There is burgeoning worldwide interest in developing replacements for human tissue types—“every single one of them”—said Mikos, who specializes in orthopedic applications. He said that laboratories are investigating ophthalmic, neurologic, cardiovascular, musculoskeletal and skin tissues, among others.
Because some of the demand for tissue engineering has been driven by war injuries, the Department of Defense has created the Armed Forces Institute of Regenerative Medicine, which has supported one of Mikos’s projects for the past 4 years.
The paradigm currently being pursued by the field has three parts, Mikos explained: biomaterials, which include both natural and synthetic polymers, as well as ceramics and metals; drugs, which can stimulate the growth of desired populations of cell types; and cells, which can be engineered to promote tissue growth.

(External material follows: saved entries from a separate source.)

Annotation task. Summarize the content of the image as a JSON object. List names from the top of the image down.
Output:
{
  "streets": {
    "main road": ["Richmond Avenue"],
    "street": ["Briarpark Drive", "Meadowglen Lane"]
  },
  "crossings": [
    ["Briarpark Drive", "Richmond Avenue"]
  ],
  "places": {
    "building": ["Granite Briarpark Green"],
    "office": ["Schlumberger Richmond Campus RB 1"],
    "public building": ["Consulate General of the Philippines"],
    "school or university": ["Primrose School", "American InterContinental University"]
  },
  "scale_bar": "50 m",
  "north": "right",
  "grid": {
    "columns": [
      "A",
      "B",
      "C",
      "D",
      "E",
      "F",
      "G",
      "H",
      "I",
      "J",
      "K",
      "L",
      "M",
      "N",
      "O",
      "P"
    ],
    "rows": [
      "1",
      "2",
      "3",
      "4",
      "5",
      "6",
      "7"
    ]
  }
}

In the latter category, the main focus nowadays is on stem, or progenitor, cells, said Mikos; earlier work had focused on so-called “committed” cells. Defining the roles of different cell populations in tissue engineering remains a major challenge, he added.
Mikos said there is burgeoning worldwide interest in developing replacements for human tissue types—“every single one of them.”
Photos: Michael Spencer
Scientists are building 3-D polymer scaffolds and cell-scaffold constructs where details such as pore architecture can modulate cell fate, Mikos explained. Almost all of the work he described relies on animal models: stem cells transplanted into rats have prompted bone growth; bone engineering in the ribs of sheep has progressed, with the goal of creating vascularized bone tissue; and bone tissue induction into nano-composite scaffolds has been shown in the leg bones of rabbits.
“The biggest challenge in biomaterials,” Mikos said, “is the evaluation and validation [of tissue engineering] in relevant animal models.”
A special challenge in bone work is literal hardness— the material must be capable of bearing loads. Researchers are crafting carbon nanotube composites that are comparable to human bone, Mikos said.
Another problem is the dispersion of nanomaterials within a scaffold. Scientists are using various chemical techniques to overcome that difficulty, Mikos said.
Researchers must also determine what happens to non-degradable materials once they are introduced into bodies. “Are they excreted? Integrated? Or could they migrate and do harm?” Mikos asked.
Interestingly, some tissue engineering, in addition to providing structural and biological benefit, also happens to improve cellular imaging, using magnetic resonance and computed tomography, Mikos said. “Three-dimensional tissue imaging in a non-destructive way is allowing insight into osteogenesis and angiogenesis.”
Of particular interest to his lab in the past 7 years have been improvements in bioreactor technology, which had traditionally been used to expand populations of specific cell types. The so-called “flow perfusion bioreactor” can be used to generate an extracellular matrix that is rich in signaling molecules, Mikos said. Such matrices can convert an inert material such as titanium into a “bioreactive” body component.
Mikos surveyed a host of other promising research avenues: using “biomimetic hydrogels” to guide bone regeneration in dental applications; and using “particulate polymer carriers” to deliver bioactive molecules.
“Dose is a very important parameter” in these instances, he cautioned, “plus a knowledge of release kinetics.”
Of special interest to those with aching, aging knees, Mikos said that genetically modified cells may one day be able to regenerate bone, and that injectable cellular constructs and growth-factor carriers may soon prompt restoration of cartilage.
If people can just hold out long enough, the science Mikos described may one day be able to maintain our sagging spaces, rebuild our shaky joints, fill in any skeletal absences and get us all back out on the battlefield of life.